Please advise. Thanks.
...

Kelvin Wong

unread,
Nov 3, 2014, 6:30:46 AM11/3/14
to mod...@googlegroups.com
It's running mod_wsgi 4.3.0, not the version you gave me.
...

Graham Dumpleton

unread,
Nov 3, 2014, 7:10:00 AM11/3/14
to mod...@googlegroups.com
Can you provide further back in time and further forward in time.

Basically, from when everything looked normal until everything was back to normal.

I get the feel that this has chopped off bits and not everything I might want to see is there.

Sleep time here. Will then look tomorrow.

Graham

Kelvin Wong

unread,
Nov 3, 2014, 10:53:57 AM11/3/14
to mod...@googlegroups.com
I attached the error log. See it is enough.

...
error.log

Graham Dumpleton

unread,
Nov 4, 2014, 4:43:28 AM11/4/14
to mod...@googlegroups.com
Can you supply the main Apache error log for the same period of time? Not all information is in the virtual host specific error log, including key information which captures when an Apache restart was triggered.

Based on the incomplete information from just that log, it opens the possibility that the restart was actually the outcome of problems which arose and not the trigger. I really need that main Apache error log to be sure.

As well as supplying the main Apache error log, can you indicate whether your system is set up with any of these things.

1. Any sort of backup process, be it file system backups or database backups. If there are such backup services, what time of day do they run.

2. Any sort of intensive batch update processing which loads data into any database at a specific time of day.
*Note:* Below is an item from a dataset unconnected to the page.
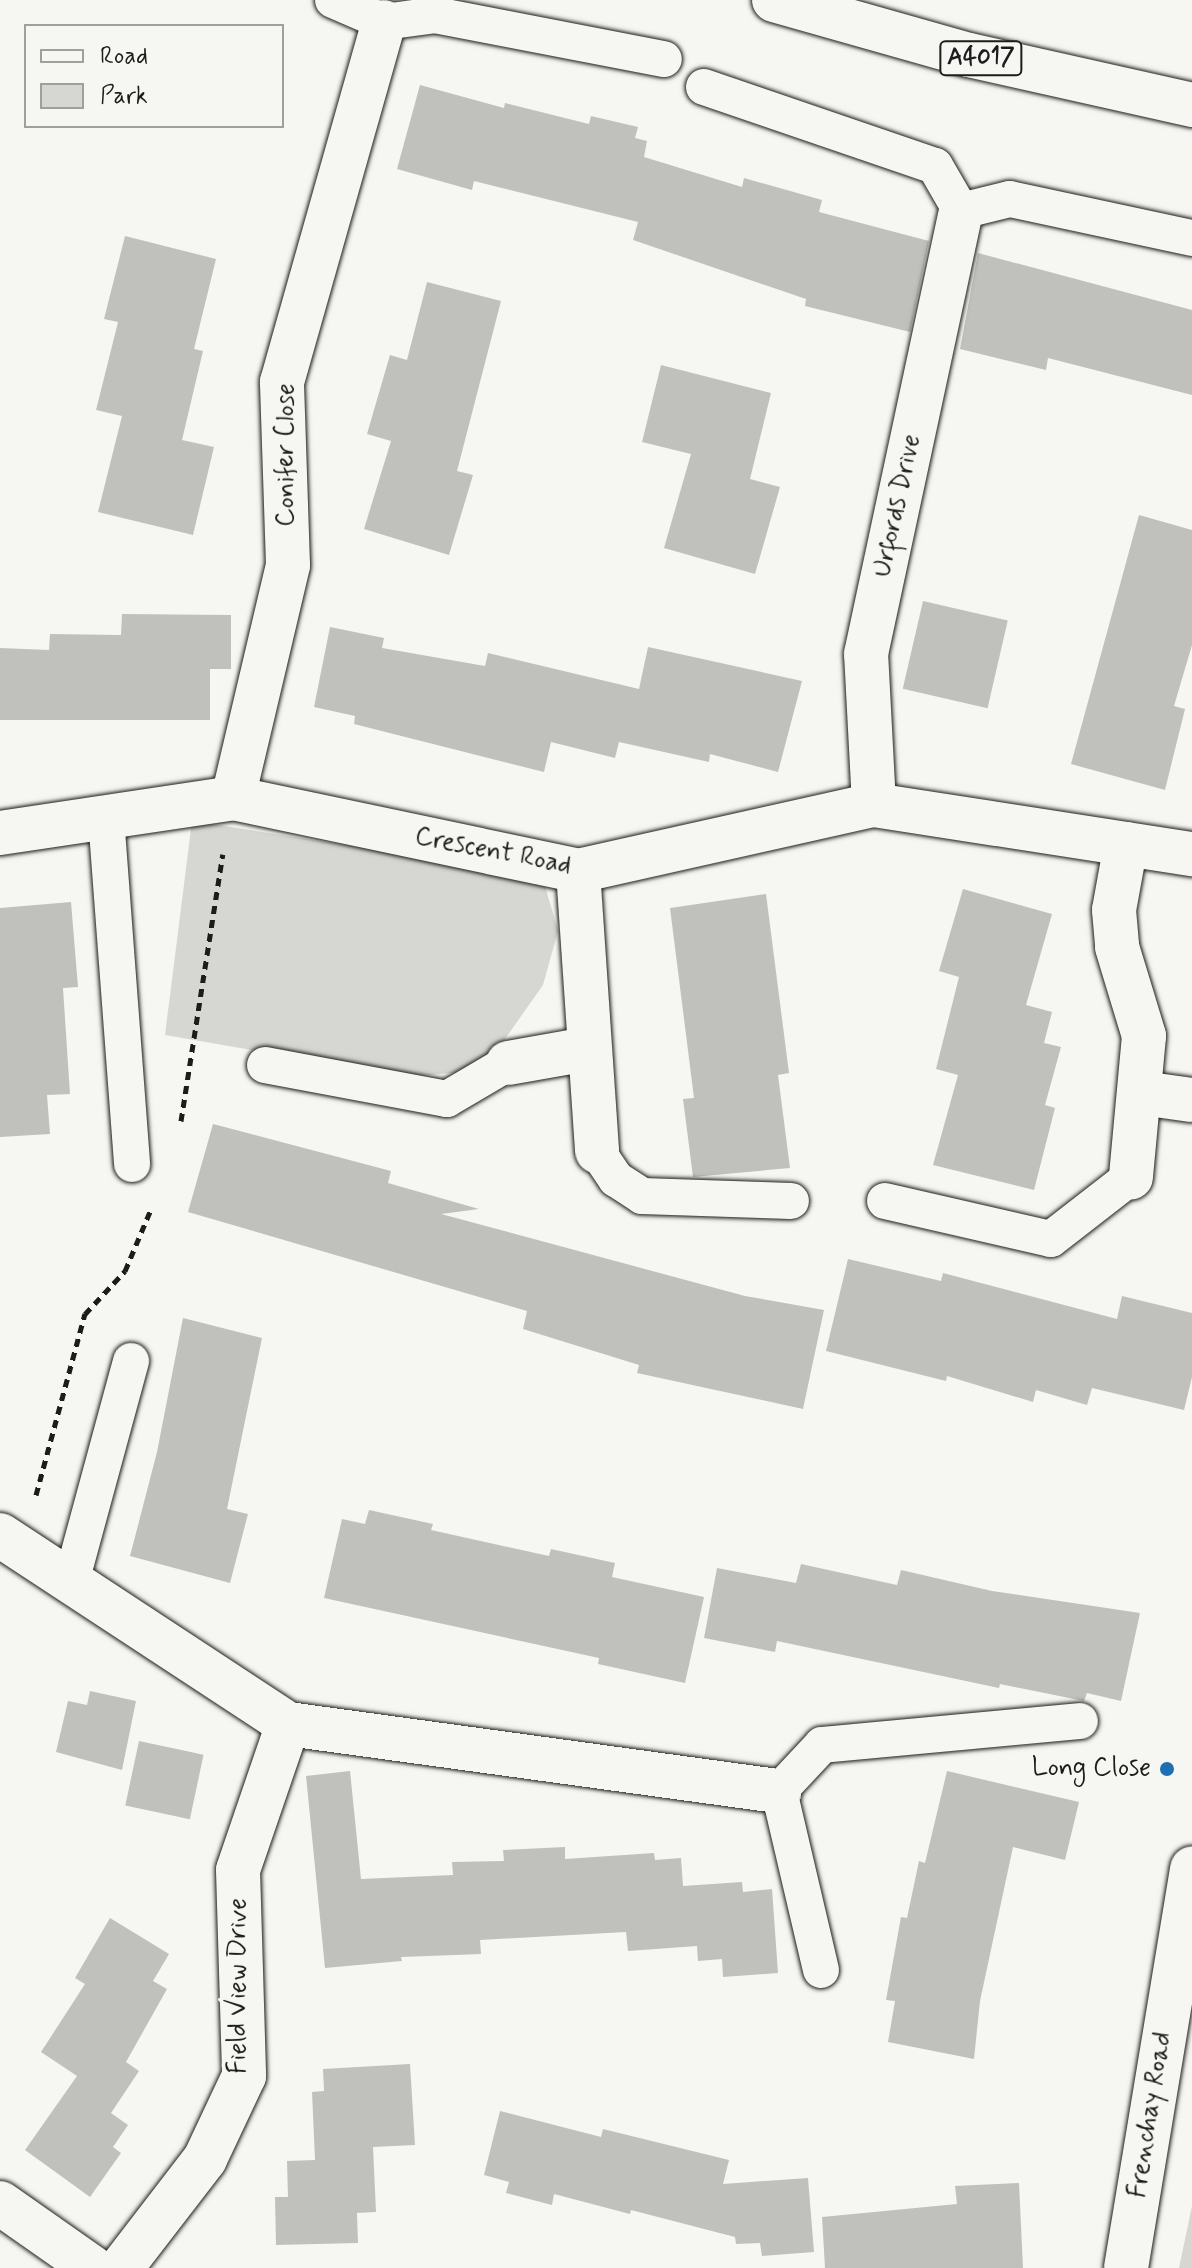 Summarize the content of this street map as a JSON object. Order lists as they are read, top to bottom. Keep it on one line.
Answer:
{"streets":{"street":["A4017","Conifer Close","Urfords Drive","Crescent Road","Field View Drive","Frenchay Road"]},"crossings":[["Conifer Close","Crescent Road"],["Urfords Drive","Crescent Road"]],"places":["Long Close"],"legend":["Road","Park"]}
3. Do you have any monitoring system which checks for the liveness of Apache and which would force a restart if it was unable to poll Apache and thus though it was hung.

Lack of a permalink from NR UI (bottom right of pages) makes it hard to find the specific time of day for the event you are talking about because of uncertainties of timezones, but I see evidence of various other strange things going on at times. Lets see those main Apache error logs first though and then can properly come up with a plausible explanation of what may have triggered things.

Graham

--
You received this message because you are subscribed to the Google Groups "modwsgi" group.
To unsubscribe from this group and stop receiving emails from it, send an email to modwsgi+u...@googlegroups.com.
To post to this group, send email to mod...@googlegroups.com.
Visit this group at http://groups.google.com/group/modwsgi.
For more options, visit https://groups.google.com/d/optout.
<error.log>

Kelvin Wong

unread,
Nov 4, 2014, 4:58:23 AM11/4/14
to mod...@googlegroups.com
I attached the main Apache error log for the same period of time.


For the system setup,
1. I have no backup process for that instance. it's a web app server only.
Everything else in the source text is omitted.